In Honduras, the infrastructure project of choice is precisely that: the hydroelectric dam. A year after the 2009 coup, the government effectively privatized much of the country’s water supply, signing more than three dozen dam concessions. It was against one of these projects that Cáceres had focused much of her recent campaigning.
Evidence of links between the lead company on the project, Desarrollos Energeticos S.A., and the Honduran government includes two board members’ pasts in security structures and at the state energy company. Such ties are even more patent in another Honduran case. The company seeking to build the Los Encinos dam in La Paz, where Lenca activists have also been assassinated, belongs to the husband of the vice president of the Honduran National Congress.

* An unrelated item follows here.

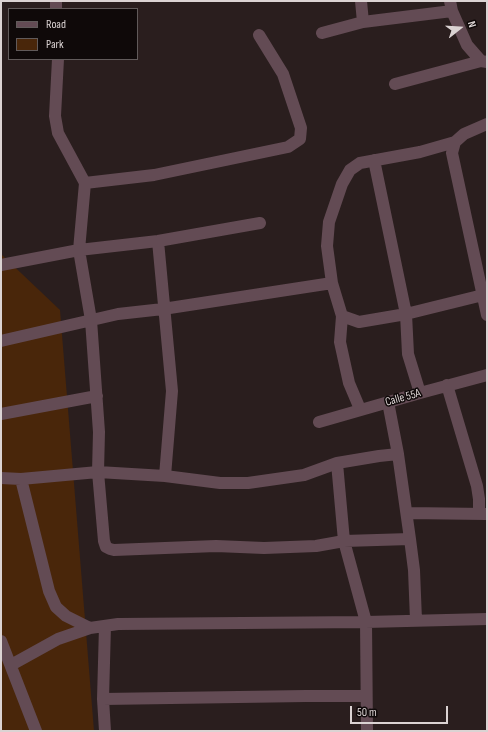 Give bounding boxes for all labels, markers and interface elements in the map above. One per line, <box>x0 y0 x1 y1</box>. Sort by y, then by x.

In Brazil, which like Honduras witnessed months of mass anticorruption protests last year, a major scandal has engulfed the former president Luiz Inácio Lula da Silva, and threatens his protégé, President Dilma Rousseff. Da Silva is accused of receiving benefits from construction companies, and a federal judge recently sentenced the former head of the country’s largest such firm, Odebrecht, to nineteen years in prison for a massive scheme of bribery and kickbacks to politicians. Along with Odebrecht and the national oil company, a hydroproject on the Amazon River is central to Brazil’s sprawling anticorruption investigations.
In both countries and elsewhere, another element comes to the fore in the fight over hydropower. It is indigenous peoples who are mounting the most significant defense of forests, rivers, and other natural endowments that represent humanity’s patrimony. Often their cultures are under deliberate and concerted attack as part of the corrupt government’s campaign to wrest monetary benefit from the land. Ironically, in this time of accelerating environmental crisis, it is the very people who have the most to teach about how to build a reciprocal relationship with nature who are being decimated. To all of our detriment.

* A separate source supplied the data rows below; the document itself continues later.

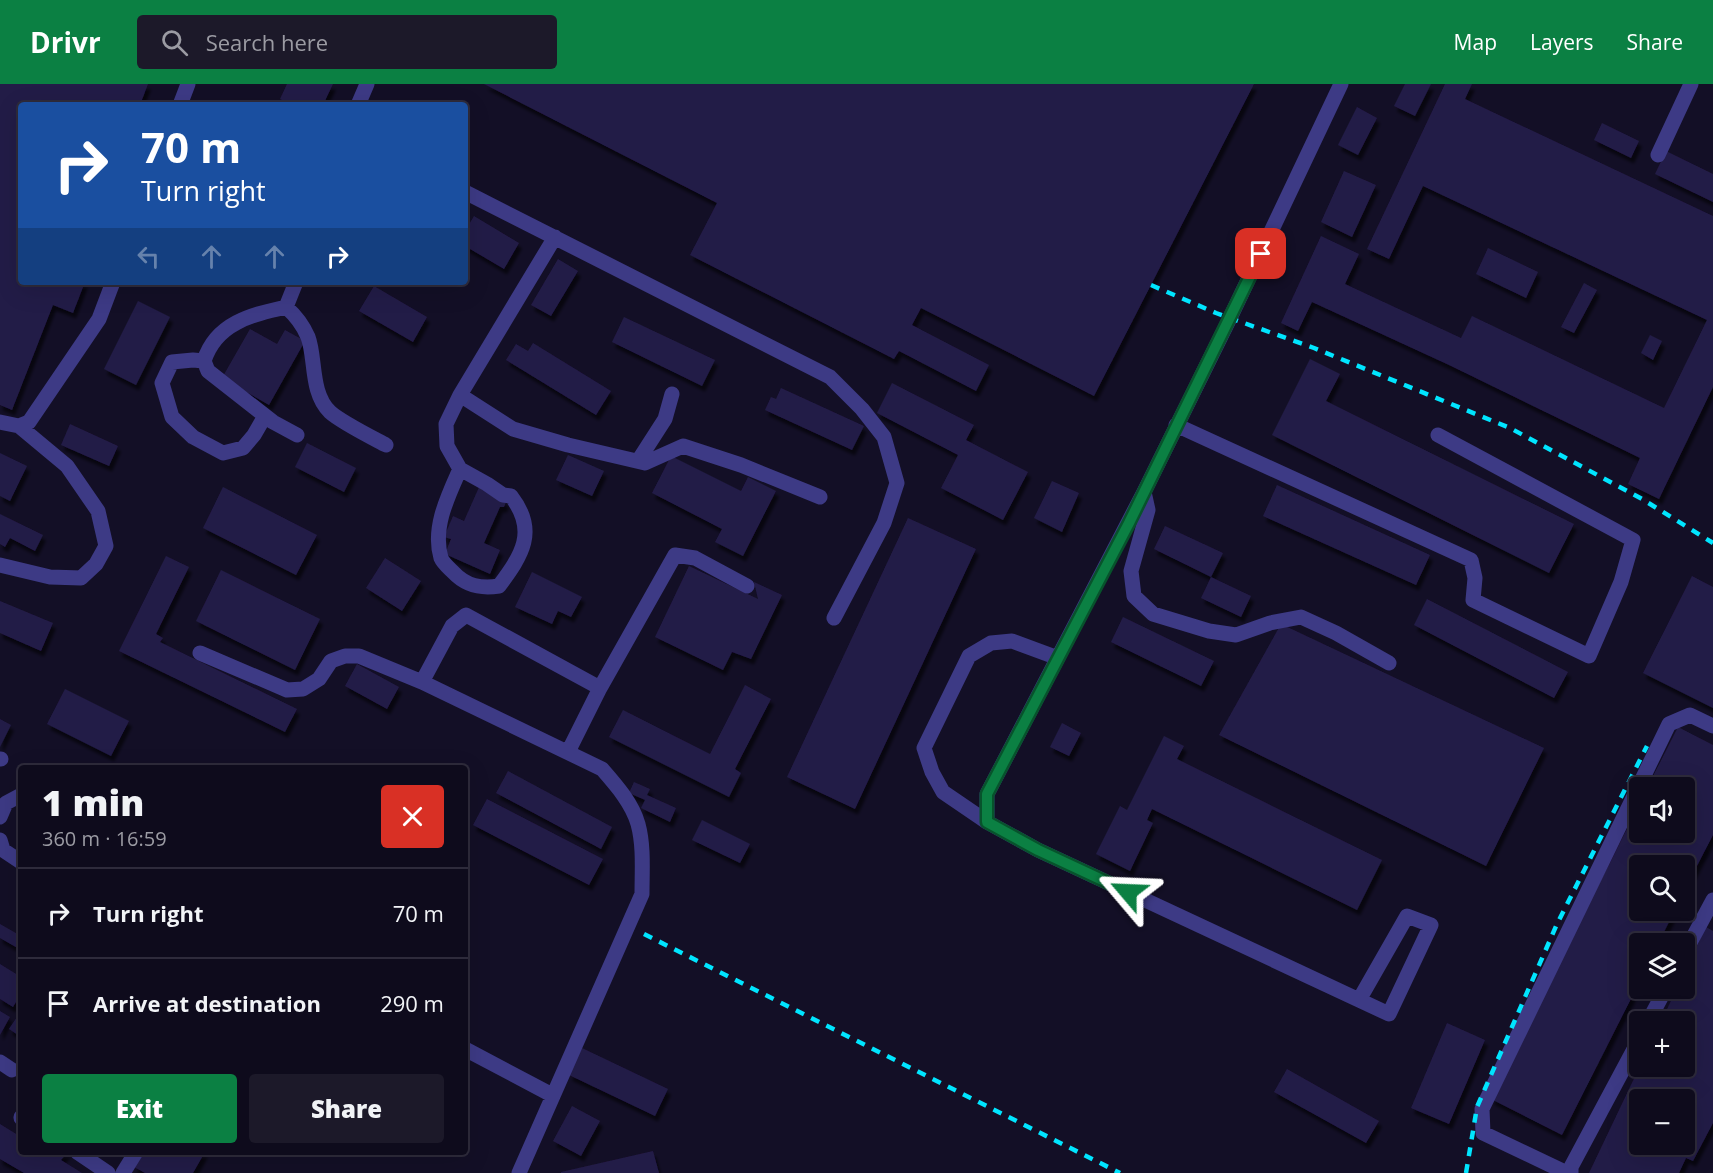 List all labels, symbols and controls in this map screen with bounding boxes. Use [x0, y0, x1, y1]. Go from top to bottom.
search box [137, 15, 557, 69]
text: Drivr [30, 23, 101, 61]
icon: search [158, 26, 191, 59]
text: Search here [206, 27, 328, 57]
text: Map [1454, 28, 1497, 56]
text: Layers [1530, 28, 1594, 56]
text: Share [1627, 28, 1683, 56]
text: 70 m [141, 118, 241, 175]
icon: right [42, 126, 120, 204]
text: Turn right [141, 172, 266, 209]
pin [1235, 228, 1286, 279]
icon: arrive [1244, 237, 1277, 270]
icon: left [132, 240, 165, 273]
icon: ahead [195, 240, 228, 273]
icon: ahead [258, 240, 291, 273]
icon: right [321, 240, 354, 273]
map controls [1629, 777, 1695, 1155]
button: sound [1629, 777, 1695, 843]
text: 1 min [42, 778, 144, 827]
button: close [381, 785, 444, 848]
text: 360 m · 16:59 [42, 825, 167, 852]
button: search [1629, 855, 1695, 921]
position arrow [1096, 860, 1160, 924]
icon: right [42, 897, 75, 930]
text: Turn right [93, 898, 204, 928]
text: 70 m [393, 898, 444, 928]
button: layers [1629, 933, 1695, 999]
icon: arrive [42, 987, 75, 1020]
text: Arrive at destination [93, 988, 321, 1018]
text: 290 m [380, 988, 444, 1018]
button: + [1629, 1011, 1695, 1077]
button: Exit [42, 1074, 237, 1143]
button: Share [249, 1074, 444, 1143]
button: − [1629, 1089, 1695, 1155] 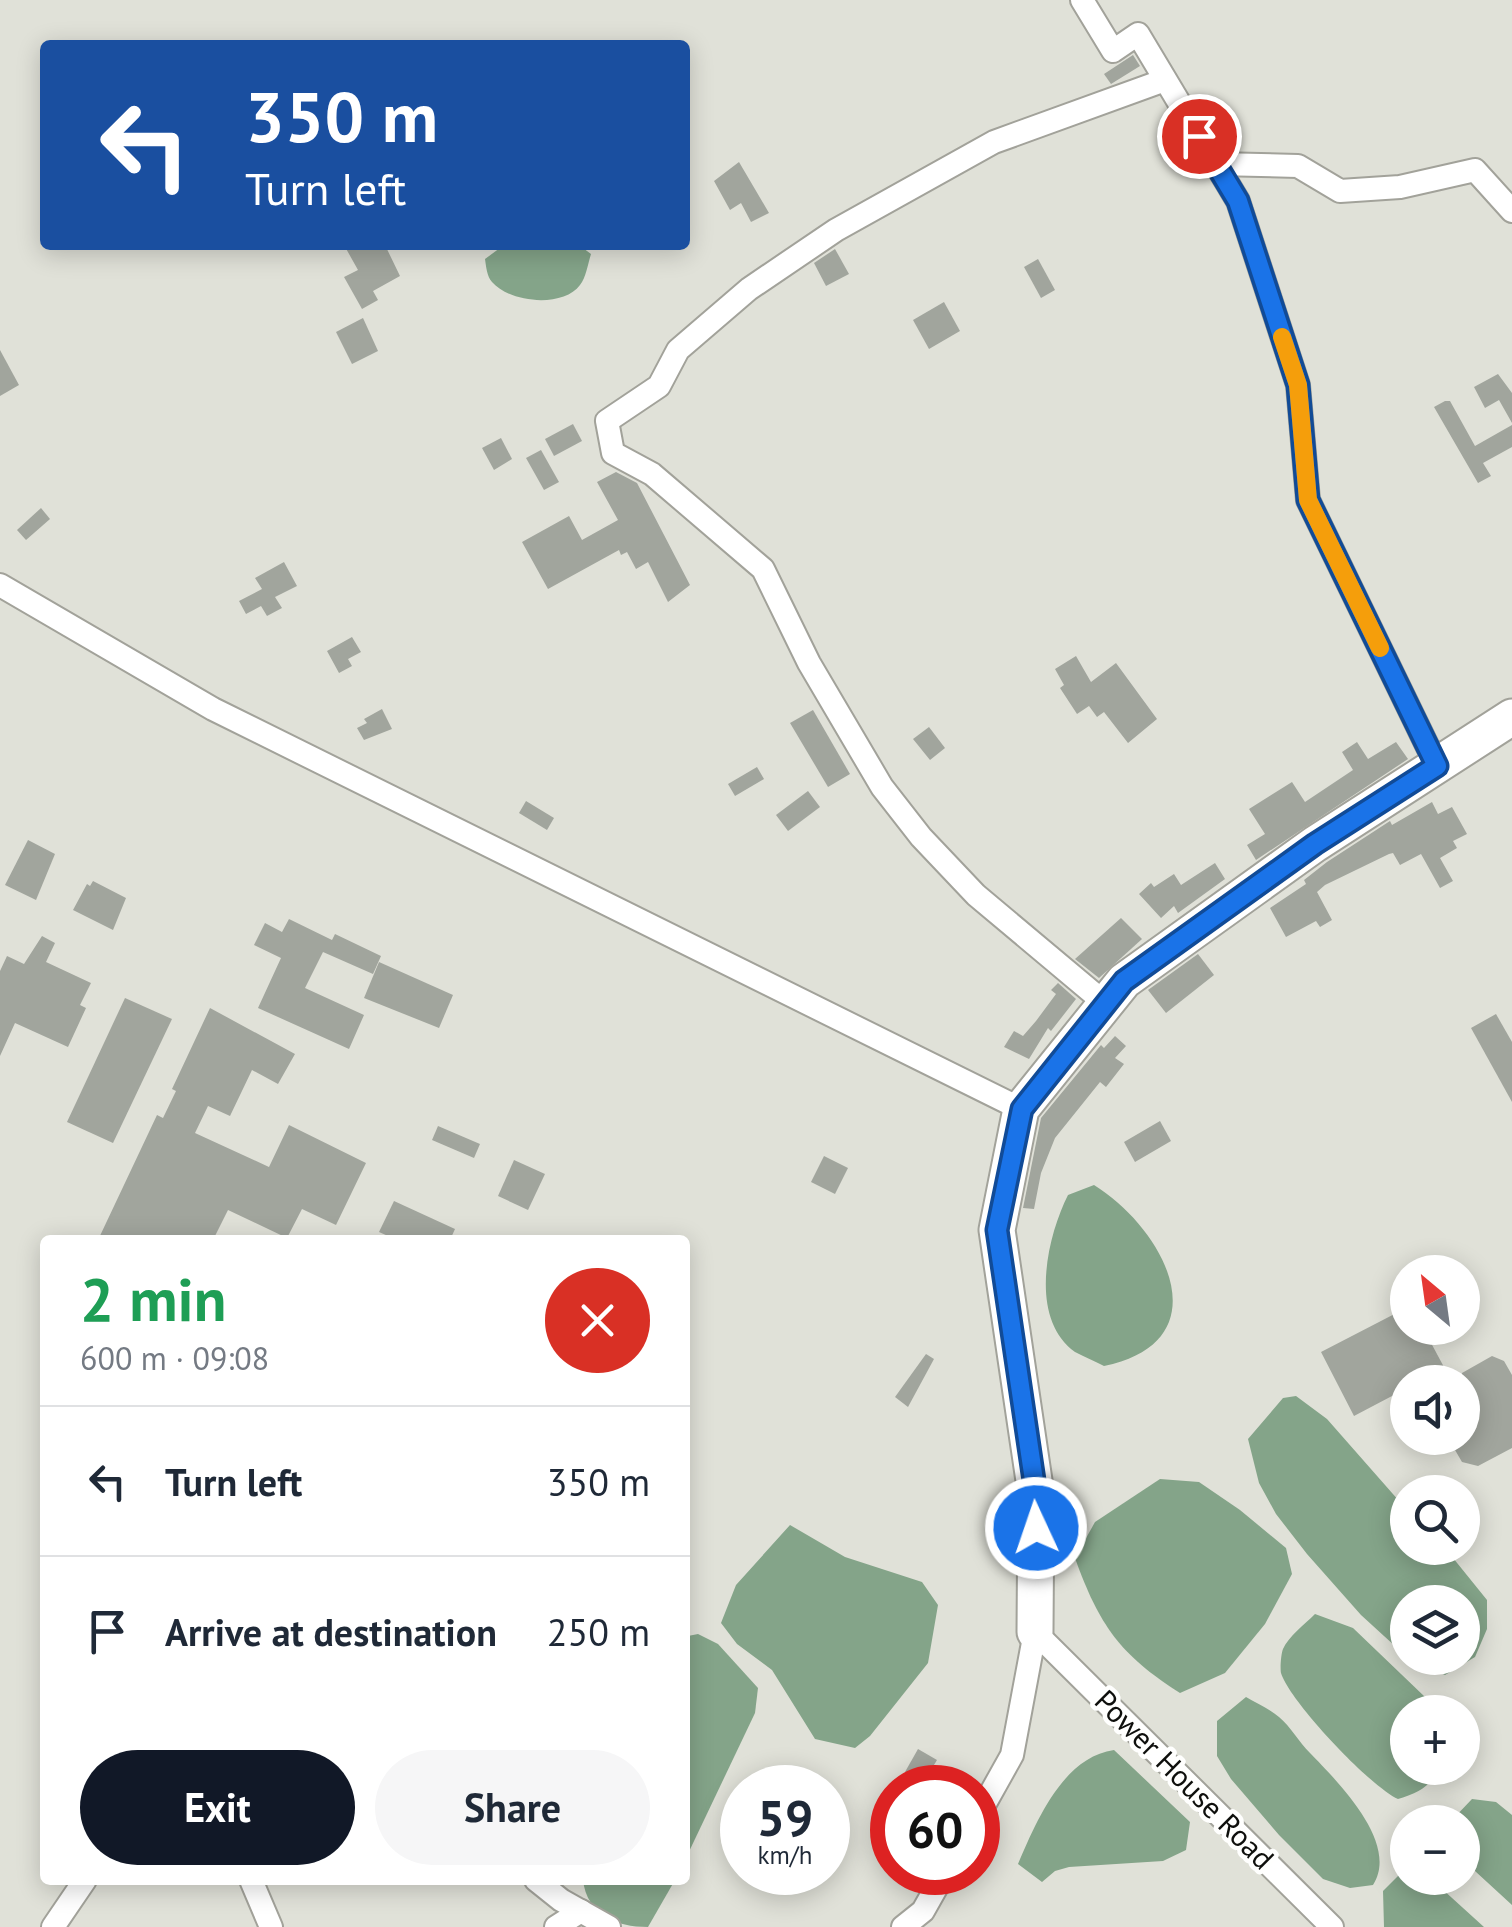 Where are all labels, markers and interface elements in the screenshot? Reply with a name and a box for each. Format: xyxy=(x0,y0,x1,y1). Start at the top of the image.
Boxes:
text: 350 m xyxy=(245,71,438,161)
icon: left xyxy=(80,80,210,210)
pin xyxy=(1157,94,1242,179)
icon: arrive xyxy=(1172,109,1227,164)
text: Turn left xyxy=(245,159,406,217)
north arrow xyxy=(1390,1255,1480,1345)
map controls xyxy=(1390,1255,1480,1895)
text: 2 min xyxy=(80,1260,226,1338)
button: close xyxy=(545,1268,650,1373)
text: 600 m · 09:08 xyxy=(80,1337,269,1379)
button: sound xyxy=(1390,1365,1480,1455)
icon: left xyxy=(80,1454,135,1509)
text: Turn left xyxy=(165,1457,302,1506)
text: 350 m xyxy=(547,1457,650,1506)
button: search xyxy=(1390,1475,1480,1565)
position arrow xyxy=(984,1476,1088,1580)
button: layers xyxy=(1390,1585,1480,1675)
icon: arrive xyxy=(80,1604,135,1659)
text: Arrive at destination xyxy=(165,1607,497,1656)
text: 250 m xyxy=(547,1607,650,1656)
street label: Power House Road xyxy=(1087,1681,1283,1877)
button: + xyxy=(1390,1695,1480,1785)
button: Exit xyxy=(80,1750,355,1865)
button: Share xyxy=(375,1750,650,1865)
speed limit sign: 60 xyxy=(870,1765,1000,1895)
text: 59 xyxy=(757,1785,813,1850)
button: − xyxy=(1390,1805,1480,1895)
text: km/h xyxy=(758,1839,812,1871)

“In our world-views,” Cáceres explained as she accepted the prestigious Goldman Environmental Prize last year, “we are beings who come from the Earth, from the Water, and from Corn. . . . Giving our lives . . . for the protection of the rivers is giving our lives for the well-being of humanity and of this planet.”
The United States, the UK, and others have begun recognizing corruption as a profound threat, not just to economic growth, poverty reduction, or environmental preservation, but also to security. They, like the Netherlands and Finland, whose development banks were funding Honduran hydropower projects, also champion sustainable development.
If they are serious about these principles, officials should subject kleptocratic governments, like that of Honduras, to a more rigorous standard for economic and military partnership and political support. Such a modified approach to these countries must start with active moral and material reinforcement for indigenous defenders of the natural environment. It should include conditions on military and civilian aid—and far more stringent scrutiny before financing large infrastructure projects, especially dams and others that will irreversibly alter major ecosystems. Further potential leverage includes holds on stature-enhancing state visits, and where appropriate, visa denials and procedures to seize assets linked to corruption or other crimes.